How to Balance the Five Analytic Dimensions
When developing a solution one has to consider data complexity, speed, analytic complexity, accuracy & precision, and data size. It is not possible to best in all categories, but it is necessary to understand the trade-offs.
By Damian R. Mingle, (WPC Healthcare).
So many data scientists select an analytic technique in hopes of achieving a magical solution, but in the end, the solution simply may not even be possible due to other limiting factors. It is important for organizations working with analytic capabilities to understand the various constraints of implementation most real-world applications will encounter. When developing a solution one has to consider: data complexity, speed, analytic complexity, accuracy & precision, and data size. Data Scientists, nor the organizations they work for, will be able to be the best in each category simultaneously; however, it will prove necessary to understand the trade-offs of each.
It is important to know as much as possible about the data. Practically, this looks like understanding the data type, formal complexity measures, tab measures of overlap and linear separability, number of dimensions/columns, and linkages between data sets. For example, one must be able to link up healthcare remittances to paid claims that come in all flavors: fully paid, partially paid, and denied over long periods of time. These linkages can be extremely complex.
The speed at which an analytic outcome must be produced (e.g. near real-time, hourly, daily), or the time it takes to develop and implement the analytic solution, is another key consideration. This particular dimension provides a lot of angst for most Data Scientists, primarily because they generally want to come up with an optimal solution regardless of time. However, we can all agree that if an enterprise needs to deploy new predictions every 15 minutes, but it takes 1.5 hours to retrain the algorithm, then it will not be successful.
Algorithm complexity is measured as complexity class and execution resources. This dimension could be limiting if the complexity needs to be low in order for the business to grasp what is going on. Clearly this will limit a Data Scientist's ability to create an optimal outcome. Some industries prefer lower quality prediction if they receive more understanding about the contributing factors to a prediction; this is true in the healthcare industry. A great example of this is the Netflix $1 Million Challenge.
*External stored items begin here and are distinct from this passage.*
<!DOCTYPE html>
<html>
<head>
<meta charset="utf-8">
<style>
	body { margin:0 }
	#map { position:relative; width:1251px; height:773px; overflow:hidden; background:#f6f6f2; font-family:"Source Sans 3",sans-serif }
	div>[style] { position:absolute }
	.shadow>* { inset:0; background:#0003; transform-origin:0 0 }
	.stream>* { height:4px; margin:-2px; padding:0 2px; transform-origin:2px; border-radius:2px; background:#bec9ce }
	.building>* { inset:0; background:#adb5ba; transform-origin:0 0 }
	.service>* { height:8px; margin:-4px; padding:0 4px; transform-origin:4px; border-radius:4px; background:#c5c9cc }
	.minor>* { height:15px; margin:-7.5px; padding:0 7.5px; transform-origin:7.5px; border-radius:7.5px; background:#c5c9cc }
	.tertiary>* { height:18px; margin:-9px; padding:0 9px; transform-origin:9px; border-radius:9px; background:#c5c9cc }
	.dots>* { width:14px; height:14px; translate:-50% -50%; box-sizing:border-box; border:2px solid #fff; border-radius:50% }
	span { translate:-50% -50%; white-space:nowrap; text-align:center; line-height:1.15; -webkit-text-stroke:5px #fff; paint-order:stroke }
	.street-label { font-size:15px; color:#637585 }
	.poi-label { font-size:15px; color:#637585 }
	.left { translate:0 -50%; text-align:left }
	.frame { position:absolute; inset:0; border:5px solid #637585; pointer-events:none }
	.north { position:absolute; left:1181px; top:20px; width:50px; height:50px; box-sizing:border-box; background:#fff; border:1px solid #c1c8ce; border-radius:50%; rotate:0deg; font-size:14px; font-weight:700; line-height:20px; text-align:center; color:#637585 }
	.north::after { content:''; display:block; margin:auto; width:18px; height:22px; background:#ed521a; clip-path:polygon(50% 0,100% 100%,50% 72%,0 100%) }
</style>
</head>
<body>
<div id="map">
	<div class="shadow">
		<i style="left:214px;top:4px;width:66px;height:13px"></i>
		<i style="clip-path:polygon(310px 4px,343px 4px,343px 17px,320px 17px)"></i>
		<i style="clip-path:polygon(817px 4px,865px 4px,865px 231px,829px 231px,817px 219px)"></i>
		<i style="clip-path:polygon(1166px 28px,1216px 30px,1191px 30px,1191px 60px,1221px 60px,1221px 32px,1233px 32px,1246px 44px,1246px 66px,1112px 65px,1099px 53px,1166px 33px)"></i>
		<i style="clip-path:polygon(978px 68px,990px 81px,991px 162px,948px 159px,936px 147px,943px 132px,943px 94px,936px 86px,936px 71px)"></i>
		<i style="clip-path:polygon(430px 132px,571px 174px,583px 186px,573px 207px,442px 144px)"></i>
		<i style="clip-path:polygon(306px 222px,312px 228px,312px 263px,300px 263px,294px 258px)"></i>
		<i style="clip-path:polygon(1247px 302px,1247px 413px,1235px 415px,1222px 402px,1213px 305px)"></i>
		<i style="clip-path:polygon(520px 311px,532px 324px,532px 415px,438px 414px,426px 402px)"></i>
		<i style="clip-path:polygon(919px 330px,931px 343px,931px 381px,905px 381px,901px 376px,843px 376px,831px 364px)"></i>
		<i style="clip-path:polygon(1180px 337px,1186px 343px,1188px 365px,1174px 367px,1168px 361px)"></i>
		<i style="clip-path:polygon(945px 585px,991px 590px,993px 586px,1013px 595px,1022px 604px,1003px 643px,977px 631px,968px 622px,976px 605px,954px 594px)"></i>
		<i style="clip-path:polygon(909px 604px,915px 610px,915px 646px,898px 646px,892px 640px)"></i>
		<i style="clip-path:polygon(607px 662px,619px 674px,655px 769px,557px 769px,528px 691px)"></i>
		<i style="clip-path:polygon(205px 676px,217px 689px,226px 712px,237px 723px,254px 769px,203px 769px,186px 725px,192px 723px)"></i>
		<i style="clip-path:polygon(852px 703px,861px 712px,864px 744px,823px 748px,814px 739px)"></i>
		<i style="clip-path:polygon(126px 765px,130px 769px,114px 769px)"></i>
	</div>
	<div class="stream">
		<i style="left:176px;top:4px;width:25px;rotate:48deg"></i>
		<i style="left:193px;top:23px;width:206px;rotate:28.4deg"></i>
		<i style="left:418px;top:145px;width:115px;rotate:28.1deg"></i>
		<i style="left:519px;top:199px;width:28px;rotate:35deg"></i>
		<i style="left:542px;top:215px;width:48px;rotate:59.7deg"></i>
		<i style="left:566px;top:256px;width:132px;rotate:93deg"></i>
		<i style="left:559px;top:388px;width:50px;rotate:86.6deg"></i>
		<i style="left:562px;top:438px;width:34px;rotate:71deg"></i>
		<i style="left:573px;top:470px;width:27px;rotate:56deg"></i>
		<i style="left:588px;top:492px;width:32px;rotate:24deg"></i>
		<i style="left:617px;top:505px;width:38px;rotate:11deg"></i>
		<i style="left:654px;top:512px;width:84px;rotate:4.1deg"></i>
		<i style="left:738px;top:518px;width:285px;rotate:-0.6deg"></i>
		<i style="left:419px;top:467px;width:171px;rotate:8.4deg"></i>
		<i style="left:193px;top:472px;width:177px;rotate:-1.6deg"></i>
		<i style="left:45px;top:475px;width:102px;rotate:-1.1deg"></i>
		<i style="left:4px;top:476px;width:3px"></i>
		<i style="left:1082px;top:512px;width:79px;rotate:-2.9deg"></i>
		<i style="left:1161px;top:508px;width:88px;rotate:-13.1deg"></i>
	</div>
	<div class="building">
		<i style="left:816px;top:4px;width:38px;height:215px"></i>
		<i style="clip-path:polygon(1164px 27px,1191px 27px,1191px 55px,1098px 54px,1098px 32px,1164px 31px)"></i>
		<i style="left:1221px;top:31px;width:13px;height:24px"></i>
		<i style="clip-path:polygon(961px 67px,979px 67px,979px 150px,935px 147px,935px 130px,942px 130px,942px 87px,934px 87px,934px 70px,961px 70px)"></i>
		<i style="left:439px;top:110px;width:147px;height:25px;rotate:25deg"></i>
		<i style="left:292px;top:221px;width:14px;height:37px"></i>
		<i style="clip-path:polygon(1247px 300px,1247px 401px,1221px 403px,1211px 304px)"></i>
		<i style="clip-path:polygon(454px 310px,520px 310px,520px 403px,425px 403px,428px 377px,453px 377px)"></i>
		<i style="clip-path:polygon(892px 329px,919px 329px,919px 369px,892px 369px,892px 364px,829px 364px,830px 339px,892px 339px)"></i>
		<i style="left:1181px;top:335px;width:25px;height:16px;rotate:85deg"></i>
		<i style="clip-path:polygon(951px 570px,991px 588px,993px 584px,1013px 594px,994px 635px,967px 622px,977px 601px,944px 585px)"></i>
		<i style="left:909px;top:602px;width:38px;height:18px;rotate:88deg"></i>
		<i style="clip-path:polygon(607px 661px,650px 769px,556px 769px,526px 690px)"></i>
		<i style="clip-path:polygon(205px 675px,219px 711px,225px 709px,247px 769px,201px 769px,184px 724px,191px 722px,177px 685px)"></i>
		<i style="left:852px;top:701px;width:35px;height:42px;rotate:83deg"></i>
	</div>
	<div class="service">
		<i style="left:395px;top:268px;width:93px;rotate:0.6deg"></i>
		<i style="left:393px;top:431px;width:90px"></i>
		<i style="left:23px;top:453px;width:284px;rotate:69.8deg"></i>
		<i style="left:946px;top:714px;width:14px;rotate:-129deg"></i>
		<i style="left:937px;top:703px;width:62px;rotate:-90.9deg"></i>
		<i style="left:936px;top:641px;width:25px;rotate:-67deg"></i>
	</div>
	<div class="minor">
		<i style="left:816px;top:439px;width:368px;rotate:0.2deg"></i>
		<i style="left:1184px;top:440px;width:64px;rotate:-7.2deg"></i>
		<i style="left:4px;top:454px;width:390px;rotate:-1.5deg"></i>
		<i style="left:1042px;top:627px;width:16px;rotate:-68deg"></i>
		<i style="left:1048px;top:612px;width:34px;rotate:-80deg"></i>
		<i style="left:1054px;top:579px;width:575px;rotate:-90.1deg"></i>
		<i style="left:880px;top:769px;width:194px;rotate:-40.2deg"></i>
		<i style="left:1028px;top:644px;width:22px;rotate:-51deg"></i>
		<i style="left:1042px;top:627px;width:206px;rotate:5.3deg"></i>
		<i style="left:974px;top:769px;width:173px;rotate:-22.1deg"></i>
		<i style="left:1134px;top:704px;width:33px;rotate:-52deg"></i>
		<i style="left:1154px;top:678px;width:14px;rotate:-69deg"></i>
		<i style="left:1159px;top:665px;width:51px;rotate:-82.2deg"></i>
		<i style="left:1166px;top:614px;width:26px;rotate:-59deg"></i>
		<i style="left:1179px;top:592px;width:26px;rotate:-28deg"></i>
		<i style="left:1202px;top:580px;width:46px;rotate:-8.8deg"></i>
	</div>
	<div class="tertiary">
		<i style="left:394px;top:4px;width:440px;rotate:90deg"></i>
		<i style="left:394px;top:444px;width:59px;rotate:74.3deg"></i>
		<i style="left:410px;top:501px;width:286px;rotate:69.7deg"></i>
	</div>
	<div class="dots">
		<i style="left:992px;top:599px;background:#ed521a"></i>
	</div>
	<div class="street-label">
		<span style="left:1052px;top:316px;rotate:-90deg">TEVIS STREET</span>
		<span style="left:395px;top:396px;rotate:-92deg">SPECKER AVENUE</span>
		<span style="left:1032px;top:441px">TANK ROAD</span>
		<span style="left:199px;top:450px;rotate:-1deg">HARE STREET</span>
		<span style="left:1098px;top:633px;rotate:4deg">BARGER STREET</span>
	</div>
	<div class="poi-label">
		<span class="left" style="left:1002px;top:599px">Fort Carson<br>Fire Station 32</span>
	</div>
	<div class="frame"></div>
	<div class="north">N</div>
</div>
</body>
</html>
A team of Data Scientists put in over 2,000 hours of work to come up with the combination of 107 algorithms that won first place by besting Netflix own algorithm by 10%. However, Netflix never implemented the full benefit of the first-place solution due to the engineering effort needed to bring it into a production environment.
Accuracy & Precision
Most businesses do not understand how to nuance when it comes to predictive accuracy; however, it will be essential for a Data Scientist to help the organization move beyond the simple notion of accuracy. Obviously we all want to hit the proverbial target. At least directionally, as a Data Scientist, you will want to steer the conversation to something more useful, like an algorithm that produces “high accuracy/low precision” or “high accuracy/high precision”. It usually proves beneficial to the business audience to distinguish what is meant by accuracy and precision as they appear to be close in meaning. Help them see that “accuracy” refers to the closeness of a predicted value to the actual value. A good example of this: a data science model predicted the weight of a package to be 19 lbs, but the actual weight of the package is 28 lbs. This would demonstrate “low accuracy”. “Precision” on the other hand refers to the closeness of two or more measurements to each other. For example, if a Data Scientist predicts the value of a package to be 19 lbs - over 5 separate iterations - then it is said to be “precise”. From a business perspective, it is critical to note that a data science model can be extremely precise, but inaccurate in its prediction.
The size of the data set is viewed as the number of rows and the number of fields. Many organizations may not understand when dealing with prediction that the more data you have, the better the output. However, there may be a point that the size of data goes beyond the typical tools skill set of the average Data Scientist. In fact, many of the classic algorithms one might use in smaller datasets may simply vanish as an option once one begins navigating in bigger data waters. As a Data Scientist, it is worth investigating the limits of your skill and tools before you get in front of an executive audience; they are counting on you to be the expert, as well they should.
In almost every case, the business user will dictate one or more constraints in the problem the Data Scientist will face. Once a single dimension is fixed then the hard work begins – the development of wanting to know what else can be done with the other dimensions. Take for example a hospital who needs near real-time analytics to help the physicians make clinical decisions: the speed decision is already fixed and trade offs between the other four dimensions must be made. For many Data Scientists, learning what the right balance is will be developed over the course of a career. It is more of an art than a science, but that does not mean you should not devote significant resources to expedite your learning.
Data Science in the real-world always has to consider the five analytic dimensions; and, Data Scientists should aim to be sure to optimize each dimension for the business it seeks to serve. Whether it is data complexity, analytic complexity, accuracy & precision, speed, or data size, each is important in its own right. As a Data Scientist, it is vital to understand how to guide the business analytically by keeping in balance the five analytic dimensions.
Bio: Damian R. Mingle, MBA is a Chief Data Scientist at WPC Healthcare and an expert in healthcare analytics.